Indemnification stems from “the concept that a party should be held responsible for his own wrongs, and if another is compelled to pay damages caused by the wrongdoer, that party is entitled to recover from the wrongdoer.”[i] Indemnification is at once both a risk-shifting mechanism and a deterrent to injurious behavior on the part of the indemnifying party that could otherwise harm the indemnified party.[ii]

The obligation to indemnify can arise from an explicit contractual provision or from an implied duty based on the relationship between parties. Numerous types of agreements, including purchase agreements, business entity formation documents, construction agreements, and use agreements, have explicit contractual indemnification provisions. A contractual indemnification provision can be advantageous for both parties. For the indemnifying party, it can spell out and limit the indemnifying party’s potential liability.
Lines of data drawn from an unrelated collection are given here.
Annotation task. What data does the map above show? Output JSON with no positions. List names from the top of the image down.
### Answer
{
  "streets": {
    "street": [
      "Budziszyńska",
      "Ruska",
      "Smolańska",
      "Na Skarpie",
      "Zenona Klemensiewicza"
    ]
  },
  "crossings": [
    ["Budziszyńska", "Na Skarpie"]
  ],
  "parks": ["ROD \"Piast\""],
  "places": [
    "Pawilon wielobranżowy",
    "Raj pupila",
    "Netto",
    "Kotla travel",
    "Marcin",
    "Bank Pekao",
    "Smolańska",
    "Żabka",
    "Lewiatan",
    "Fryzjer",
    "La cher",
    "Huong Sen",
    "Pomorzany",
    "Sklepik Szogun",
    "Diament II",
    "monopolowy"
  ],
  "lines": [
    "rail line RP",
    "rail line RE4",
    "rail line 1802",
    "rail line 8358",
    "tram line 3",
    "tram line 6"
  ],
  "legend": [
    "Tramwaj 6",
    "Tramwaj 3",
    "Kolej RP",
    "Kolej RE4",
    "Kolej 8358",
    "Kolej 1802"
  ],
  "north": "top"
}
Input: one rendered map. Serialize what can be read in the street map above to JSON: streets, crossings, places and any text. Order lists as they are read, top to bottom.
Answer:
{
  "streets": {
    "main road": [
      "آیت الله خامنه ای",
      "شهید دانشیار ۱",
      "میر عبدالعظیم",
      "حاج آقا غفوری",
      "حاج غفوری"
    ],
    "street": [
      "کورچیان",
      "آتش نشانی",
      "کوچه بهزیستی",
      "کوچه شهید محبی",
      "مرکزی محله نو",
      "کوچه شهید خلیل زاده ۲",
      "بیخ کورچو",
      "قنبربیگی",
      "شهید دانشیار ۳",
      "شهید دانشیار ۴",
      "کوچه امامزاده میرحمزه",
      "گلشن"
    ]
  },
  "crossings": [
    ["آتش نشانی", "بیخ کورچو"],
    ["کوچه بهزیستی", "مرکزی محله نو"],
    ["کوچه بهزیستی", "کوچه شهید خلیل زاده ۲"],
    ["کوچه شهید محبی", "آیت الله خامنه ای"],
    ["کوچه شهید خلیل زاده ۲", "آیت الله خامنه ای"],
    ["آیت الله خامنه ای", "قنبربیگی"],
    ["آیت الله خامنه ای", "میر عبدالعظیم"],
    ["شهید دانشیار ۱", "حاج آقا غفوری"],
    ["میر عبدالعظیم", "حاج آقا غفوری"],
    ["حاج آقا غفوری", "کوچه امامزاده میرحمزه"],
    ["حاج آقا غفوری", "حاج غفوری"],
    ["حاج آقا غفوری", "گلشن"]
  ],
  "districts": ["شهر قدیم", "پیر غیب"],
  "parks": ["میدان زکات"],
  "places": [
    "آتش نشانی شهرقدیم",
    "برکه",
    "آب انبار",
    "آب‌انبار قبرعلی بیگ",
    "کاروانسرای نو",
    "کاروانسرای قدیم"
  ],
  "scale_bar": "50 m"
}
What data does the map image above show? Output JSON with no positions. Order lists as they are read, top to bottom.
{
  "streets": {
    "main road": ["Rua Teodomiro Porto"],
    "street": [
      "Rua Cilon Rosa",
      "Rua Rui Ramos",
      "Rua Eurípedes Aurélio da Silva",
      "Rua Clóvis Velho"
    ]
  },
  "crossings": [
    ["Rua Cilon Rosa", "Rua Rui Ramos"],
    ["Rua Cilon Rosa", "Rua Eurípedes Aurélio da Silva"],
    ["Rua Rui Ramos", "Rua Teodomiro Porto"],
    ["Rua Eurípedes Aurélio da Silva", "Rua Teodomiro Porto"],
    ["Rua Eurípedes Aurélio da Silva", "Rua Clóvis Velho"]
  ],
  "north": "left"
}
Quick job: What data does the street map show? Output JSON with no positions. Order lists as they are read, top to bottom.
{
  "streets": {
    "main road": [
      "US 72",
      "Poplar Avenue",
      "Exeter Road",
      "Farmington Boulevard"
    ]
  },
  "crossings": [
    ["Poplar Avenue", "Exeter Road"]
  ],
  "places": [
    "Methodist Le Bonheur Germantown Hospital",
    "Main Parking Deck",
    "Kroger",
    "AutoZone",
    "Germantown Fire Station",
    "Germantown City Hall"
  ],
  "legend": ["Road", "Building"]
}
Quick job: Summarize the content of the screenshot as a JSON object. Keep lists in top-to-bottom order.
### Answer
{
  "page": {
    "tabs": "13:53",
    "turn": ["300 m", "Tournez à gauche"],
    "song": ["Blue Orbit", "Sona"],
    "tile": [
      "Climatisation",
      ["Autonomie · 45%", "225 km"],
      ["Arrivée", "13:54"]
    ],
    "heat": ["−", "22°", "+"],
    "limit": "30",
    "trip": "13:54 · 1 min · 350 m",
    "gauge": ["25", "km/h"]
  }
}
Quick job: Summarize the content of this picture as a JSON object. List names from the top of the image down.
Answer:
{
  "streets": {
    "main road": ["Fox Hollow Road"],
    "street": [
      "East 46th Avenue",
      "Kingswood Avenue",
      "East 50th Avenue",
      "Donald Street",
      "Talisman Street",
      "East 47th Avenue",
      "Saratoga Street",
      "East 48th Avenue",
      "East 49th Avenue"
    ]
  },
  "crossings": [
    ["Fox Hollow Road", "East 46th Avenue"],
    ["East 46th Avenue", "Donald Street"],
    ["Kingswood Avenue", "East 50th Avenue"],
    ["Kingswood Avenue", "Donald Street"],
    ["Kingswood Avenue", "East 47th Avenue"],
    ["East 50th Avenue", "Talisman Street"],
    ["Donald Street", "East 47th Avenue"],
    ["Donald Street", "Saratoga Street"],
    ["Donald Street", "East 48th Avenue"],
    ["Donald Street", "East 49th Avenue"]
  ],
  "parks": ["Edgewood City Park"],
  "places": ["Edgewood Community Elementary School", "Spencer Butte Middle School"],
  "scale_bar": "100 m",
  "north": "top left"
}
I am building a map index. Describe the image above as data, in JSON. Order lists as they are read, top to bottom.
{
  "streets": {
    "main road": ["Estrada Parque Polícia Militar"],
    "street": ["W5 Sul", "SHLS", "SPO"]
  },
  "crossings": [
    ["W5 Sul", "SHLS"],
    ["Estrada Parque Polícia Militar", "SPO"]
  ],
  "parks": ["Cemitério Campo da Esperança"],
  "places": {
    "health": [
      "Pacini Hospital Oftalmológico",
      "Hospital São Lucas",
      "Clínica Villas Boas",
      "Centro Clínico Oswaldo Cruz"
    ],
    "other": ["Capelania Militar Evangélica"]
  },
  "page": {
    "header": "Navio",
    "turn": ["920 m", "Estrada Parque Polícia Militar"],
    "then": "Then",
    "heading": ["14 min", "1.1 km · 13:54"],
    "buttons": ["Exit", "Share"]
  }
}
For the indemnified party, it may be ideal because it can provide for recovery of fees and costs associated with enforcing the indemnification.

As for common law indemnification in Idaho, “[i]t is well established that under the common law, a person who without fault on his part is compelled to pay damages occasioned by the negligence of another is entitled to indemnity.”[iii] However, there are potential problems for both parties in depending on common law indemnification. By relying on common law indemnification, the indemnifying party runs the risk that it might be obligated to provide broad indemnification for a wide range of situations.

Conversely, by relying on common law indemnity, the indemnified party risks the possibility that the indemnifying party may not be financially able to indemnify by the time of indemnification, as well as the possibility that the common law indemnification obligation may not cover all of the situations for which the indemnified party wishes to be covered. This innate uncertainty in common law indemnity for both parties can be resolved through carefully drafting a contractual indemnification provision.

Indemnification Triggers

As a preliminary matter to drafting and agreeing to an indemnification provision, both parties must understand what events will trigger indemnification. Indemnification triggers may include misrepresentation, whether negligent or contractual, such as breach of warranty; breach of contract or damages arising from work performed under a contract; tax related losses; and infringement of intellectual property. Depending on the parties’ specific contractual relationship, both parties will want to carefully consider what events elicit a claim for indemnification.

Drafting Indemnity Clauses

Because of the potential pitfalls associated with indemnity clauses for both parties, careful drafting is crucial to avoid unnecessary problems and conflict. A typical indemnity clause covers numerous topics, including the scope of indemnification, the duty to “hold harmless,” exculpation, defense costs, the duty to defend, procedures, exclusions, and the right of subrogation. With such a vast array of topics to be addressed, clarity in drafting is essential to ensure that both parties have similar understanding of potential indemnification.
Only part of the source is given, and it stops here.